WHAT IS NEEDED
Please find every line below that includes "position" and report how many there are. Nothing else is needed.

EXERCISE MATERIALS
::::::

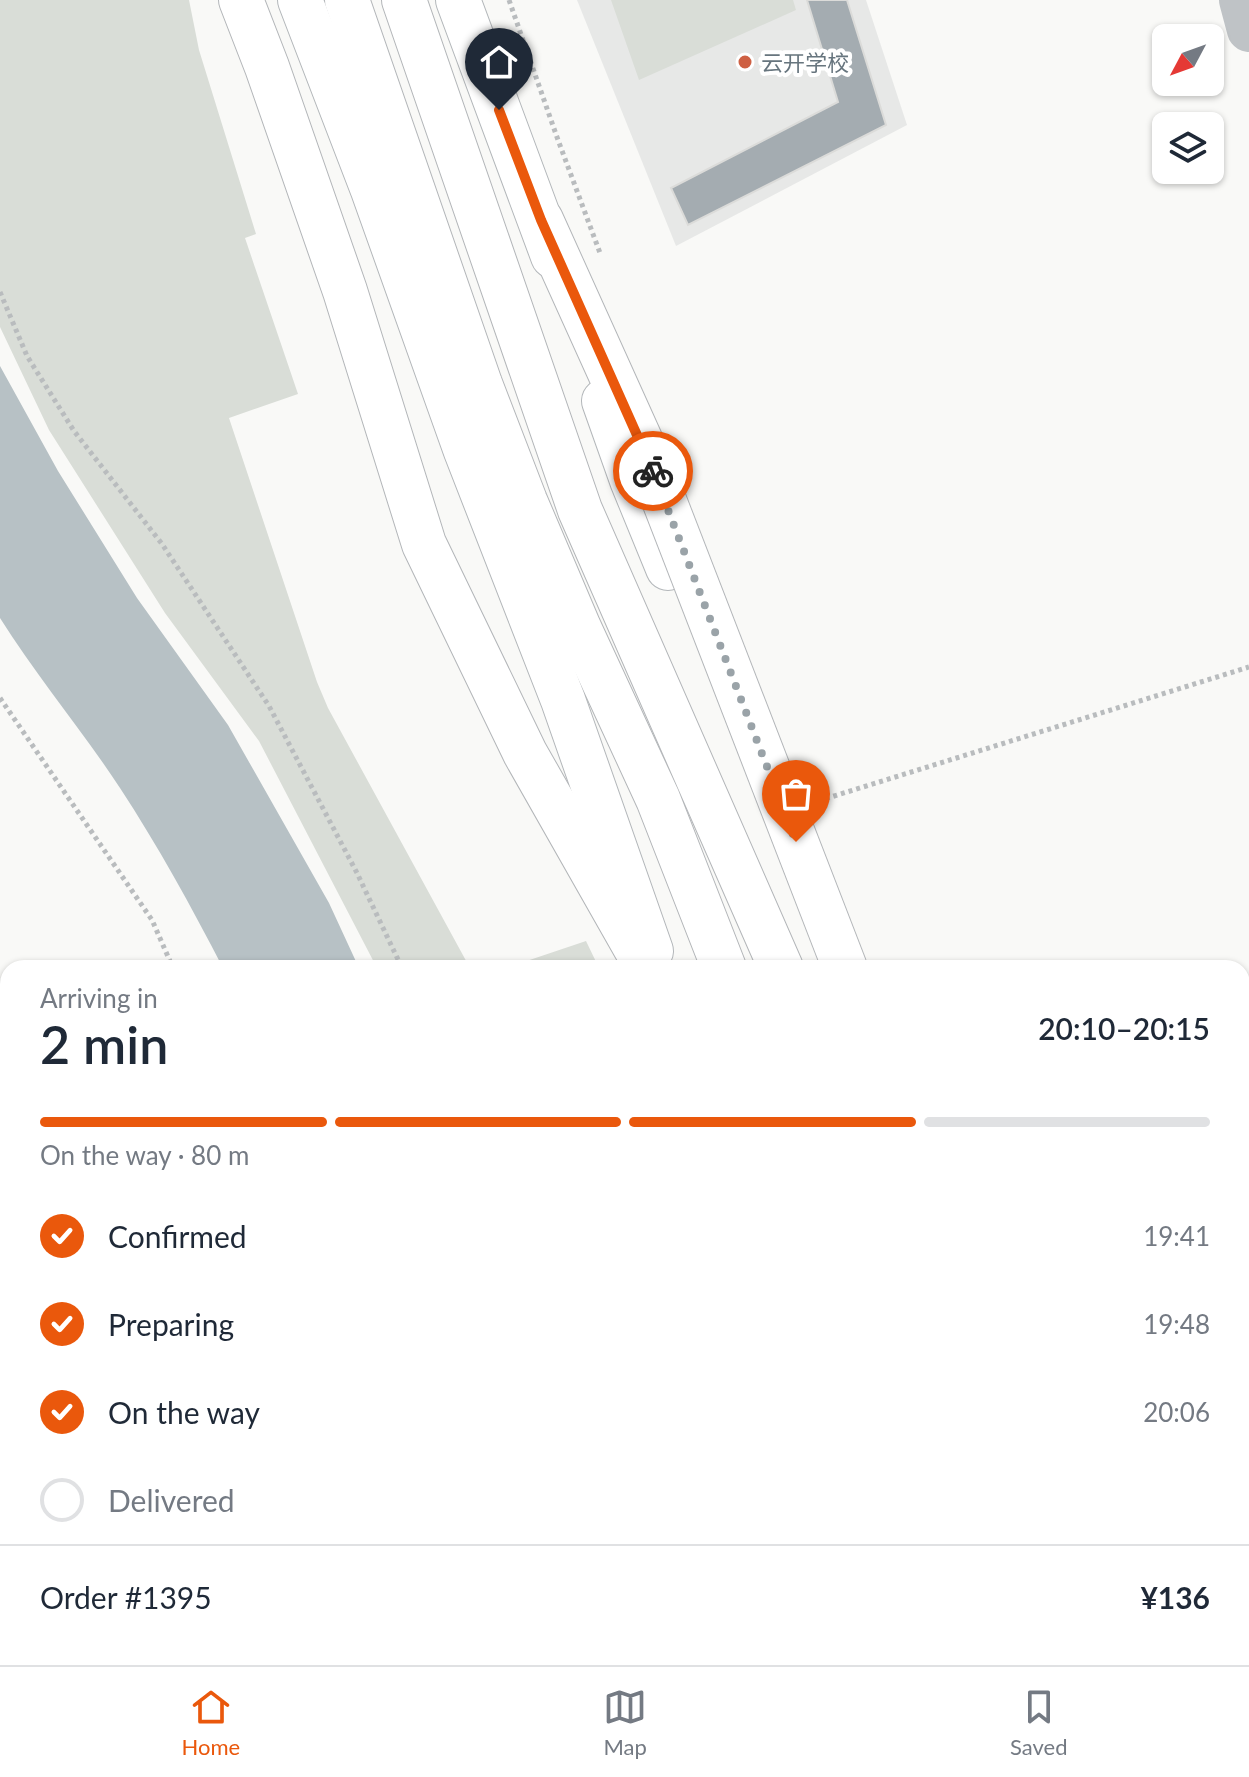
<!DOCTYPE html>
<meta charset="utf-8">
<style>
:root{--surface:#fff;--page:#f2f2f3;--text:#1f2937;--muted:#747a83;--line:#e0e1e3;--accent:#ea580c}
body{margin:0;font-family:Lato,"Noto Sans SC",sans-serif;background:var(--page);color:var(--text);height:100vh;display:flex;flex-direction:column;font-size:30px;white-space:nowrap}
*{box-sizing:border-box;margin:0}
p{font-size:26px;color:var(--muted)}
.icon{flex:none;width:44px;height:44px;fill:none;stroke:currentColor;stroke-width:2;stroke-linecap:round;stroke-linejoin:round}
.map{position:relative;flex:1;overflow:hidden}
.sheet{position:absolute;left:0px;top:960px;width:1250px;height:706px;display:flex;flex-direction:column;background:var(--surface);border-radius:24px 24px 0 0;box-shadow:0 2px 6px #0004}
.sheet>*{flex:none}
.needle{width:52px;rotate:229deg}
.fabs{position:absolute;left:1152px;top:24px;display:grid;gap:16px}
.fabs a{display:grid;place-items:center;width:72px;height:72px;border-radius:12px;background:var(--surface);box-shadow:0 2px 6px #0004;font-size:40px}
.pin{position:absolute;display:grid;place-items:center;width:68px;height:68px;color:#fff;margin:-82px -34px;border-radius:50% 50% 50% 0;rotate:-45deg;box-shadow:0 0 8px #0007}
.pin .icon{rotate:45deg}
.courier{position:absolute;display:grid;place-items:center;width:80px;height:80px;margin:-40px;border:6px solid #ea580c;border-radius:50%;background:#fff;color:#222;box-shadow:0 2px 10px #0007}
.overview em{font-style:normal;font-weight:600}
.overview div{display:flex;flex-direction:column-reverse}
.overview{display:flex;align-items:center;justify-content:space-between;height:136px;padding:0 40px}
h1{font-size:52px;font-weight:600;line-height:60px}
.bar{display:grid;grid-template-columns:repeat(4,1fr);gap:12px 8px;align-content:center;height:96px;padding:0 40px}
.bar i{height:10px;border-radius:6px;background:var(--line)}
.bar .selected{background:var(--accent)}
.bar p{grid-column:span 4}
.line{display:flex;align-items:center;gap:20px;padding:0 40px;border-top:2px solid var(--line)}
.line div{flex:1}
ol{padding:0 40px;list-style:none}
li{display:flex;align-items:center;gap:24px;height:88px}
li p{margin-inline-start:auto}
li .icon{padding:8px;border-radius:50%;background:var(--accent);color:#fff;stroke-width:4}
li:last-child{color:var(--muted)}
li i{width:44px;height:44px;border:4px solid var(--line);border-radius:50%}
.tab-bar{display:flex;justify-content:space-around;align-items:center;height:112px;border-top:2px solid var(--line);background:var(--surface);font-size:22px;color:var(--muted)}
.tab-bar a{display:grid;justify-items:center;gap:4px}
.tab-bar .selected{color:var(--accent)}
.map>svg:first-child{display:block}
.built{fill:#e7e8e7}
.green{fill:#d9ddd7}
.water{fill:#b7c1c5}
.building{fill:#a4acb1;stroke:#dbdbd9;stroke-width:2}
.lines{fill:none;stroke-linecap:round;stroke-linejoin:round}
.major-casing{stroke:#b3b7ba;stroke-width:46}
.highway-casing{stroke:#b3b6b9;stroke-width:46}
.path{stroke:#b9bcbe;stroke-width:5;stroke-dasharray:4 4;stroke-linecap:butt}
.minor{stroke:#bfc3c6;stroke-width:44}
.major{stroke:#fff;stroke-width:44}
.highway{stroke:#fff;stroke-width:44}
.highway-bridge-casing{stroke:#b3b6b9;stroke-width:46;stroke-linecap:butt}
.highway-bridge{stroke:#fff;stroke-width:44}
.done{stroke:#9aa3a8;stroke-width:8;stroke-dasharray:0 14.4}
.route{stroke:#ea580c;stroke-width:10}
.poi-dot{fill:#ce6043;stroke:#fff;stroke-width:3}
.labels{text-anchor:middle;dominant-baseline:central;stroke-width:8;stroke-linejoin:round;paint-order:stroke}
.poi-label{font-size:22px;fill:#67757e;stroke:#fff;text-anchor:start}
</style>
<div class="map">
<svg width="1249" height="1665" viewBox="0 0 1249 1665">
<rect width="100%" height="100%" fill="#f9f9f7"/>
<path class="built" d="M577,0h289l41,125 -231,121z"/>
<g class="green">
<path d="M0,0h189l10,50 57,184 -11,4 53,156 -69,24 88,264 11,26 142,260h-93l-118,-227 -94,-128 -116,-183 -49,-103z"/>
<path d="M611,0h182l3,10 -157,70z"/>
<path d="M586,941l13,27h-94h1z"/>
<path d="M502,1658h214l-16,7h-198z"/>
</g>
<g class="water">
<path d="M0,366l58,105 79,127 91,127 101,178 30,65h-136c-32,-62 -65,-122 -103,-180 -38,-58 -83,-111 -120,-170z"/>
<rect x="388" y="1658" width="114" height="7"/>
</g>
<path class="building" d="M807,0h40l39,125 -198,100 -17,-37 167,-86z"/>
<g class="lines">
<defs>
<g id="major">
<path d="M300,0l73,190 93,261 97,249 88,251"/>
<path d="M458,0l95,256"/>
<path d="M604,401l28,79 36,88"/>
<path d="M1242,1617l7,11"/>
<path d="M1018,1658l4,7"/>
</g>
<g id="highway">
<path d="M241,0l26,67 78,224 79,253 101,209 122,215"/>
<path d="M347,0l133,384 45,117 54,127 79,171 66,169"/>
<path d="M404,0l176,510 201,458"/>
<path d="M541,220l102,226"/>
<path d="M1078,1658l4,7"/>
<path d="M1161,1658l4,7"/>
</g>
</defs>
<use href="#major" class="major-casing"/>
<use href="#highway" class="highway-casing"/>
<g class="path">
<path d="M509,0l49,140 42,113"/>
<path d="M0,292l27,64 47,75 88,113 107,162 88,167 45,95"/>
<path d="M0,698l152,222 21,48"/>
<path d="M818,801l431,-134"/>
<path d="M1242,1546l7,10"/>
<path d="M348,1658v7"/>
<path d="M534,1665l1,-7"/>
</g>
<g class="minor">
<path d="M1241,0l8,30"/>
<path d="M1182,1665l20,-7"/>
</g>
<use href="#major" class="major"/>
<use href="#highway" class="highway"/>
<defs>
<path id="highway-bridge" d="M643,446l202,522"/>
</defs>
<use href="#highway-bridge" class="highway-bridge-casing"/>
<use href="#highway-bridge" class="highway-bridge"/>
</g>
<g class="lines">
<path class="done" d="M653,471l143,371"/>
<path class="route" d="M499,110l42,110 112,251"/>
</g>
<circle class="poi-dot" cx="745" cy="62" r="8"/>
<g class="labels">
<g class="poi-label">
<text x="761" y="62">云开学校</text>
</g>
</g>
</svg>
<div class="fabs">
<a><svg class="needle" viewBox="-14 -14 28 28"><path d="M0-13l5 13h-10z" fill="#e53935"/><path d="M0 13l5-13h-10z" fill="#747a83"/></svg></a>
<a><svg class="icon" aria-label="layers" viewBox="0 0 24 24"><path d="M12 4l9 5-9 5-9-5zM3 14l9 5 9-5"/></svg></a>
</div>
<div class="pin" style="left:796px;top:842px;background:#ea580c"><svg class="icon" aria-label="bag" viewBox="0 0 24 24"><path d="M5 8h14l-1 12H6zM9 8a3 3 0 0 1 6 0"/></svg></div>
<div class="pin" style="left:499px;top:110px;background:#1f2937"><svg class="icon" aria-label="home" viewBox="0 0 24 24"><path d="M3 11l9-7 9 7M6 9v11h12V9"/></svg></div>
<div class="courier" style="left:653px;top:471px"><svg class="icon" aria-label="bike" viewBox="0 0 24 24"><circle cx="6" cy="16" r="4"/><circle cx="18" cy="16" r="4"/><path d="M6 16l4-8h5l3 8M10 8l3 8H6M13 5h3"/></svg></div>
<section class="sheet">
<div class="overview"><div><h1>2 min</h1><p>Arriving in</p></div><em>20:10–20:15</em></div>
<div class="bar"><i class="selected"></i><i class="selected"></i><i class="selected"></i><i></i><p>On the way · 80 m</p></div>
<ol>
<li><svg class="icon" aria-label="check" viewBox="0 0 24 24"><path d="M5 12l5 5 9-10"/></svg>Confirmed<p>19:41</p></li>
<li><svg class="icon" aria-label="check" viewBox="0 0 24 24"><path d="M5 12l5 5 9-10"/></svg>Preparing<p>19:48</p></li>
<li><svg class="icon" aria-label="check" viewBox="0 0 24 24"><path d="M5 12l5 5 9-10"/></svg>On the way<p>20:06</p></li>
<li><i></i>Delivered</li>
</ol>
<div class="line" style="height:104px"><div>Order #1395</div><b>¥136</b></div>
</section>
</div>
<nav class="tab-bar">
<a class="selected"><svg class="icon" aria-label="home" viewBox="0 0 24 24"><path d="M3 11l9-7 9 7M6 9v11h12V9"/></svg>Home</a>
<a><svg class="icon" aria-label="map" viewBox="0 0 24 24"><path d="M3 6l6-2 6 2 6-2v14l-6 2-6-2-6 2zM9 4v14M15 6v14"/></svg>Map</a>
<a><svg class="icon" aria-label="saved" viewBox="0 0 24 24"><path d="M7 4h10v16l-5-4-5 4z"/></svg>Saved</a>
</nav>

::::::

RESPONSE TO THIS EXERCISE
5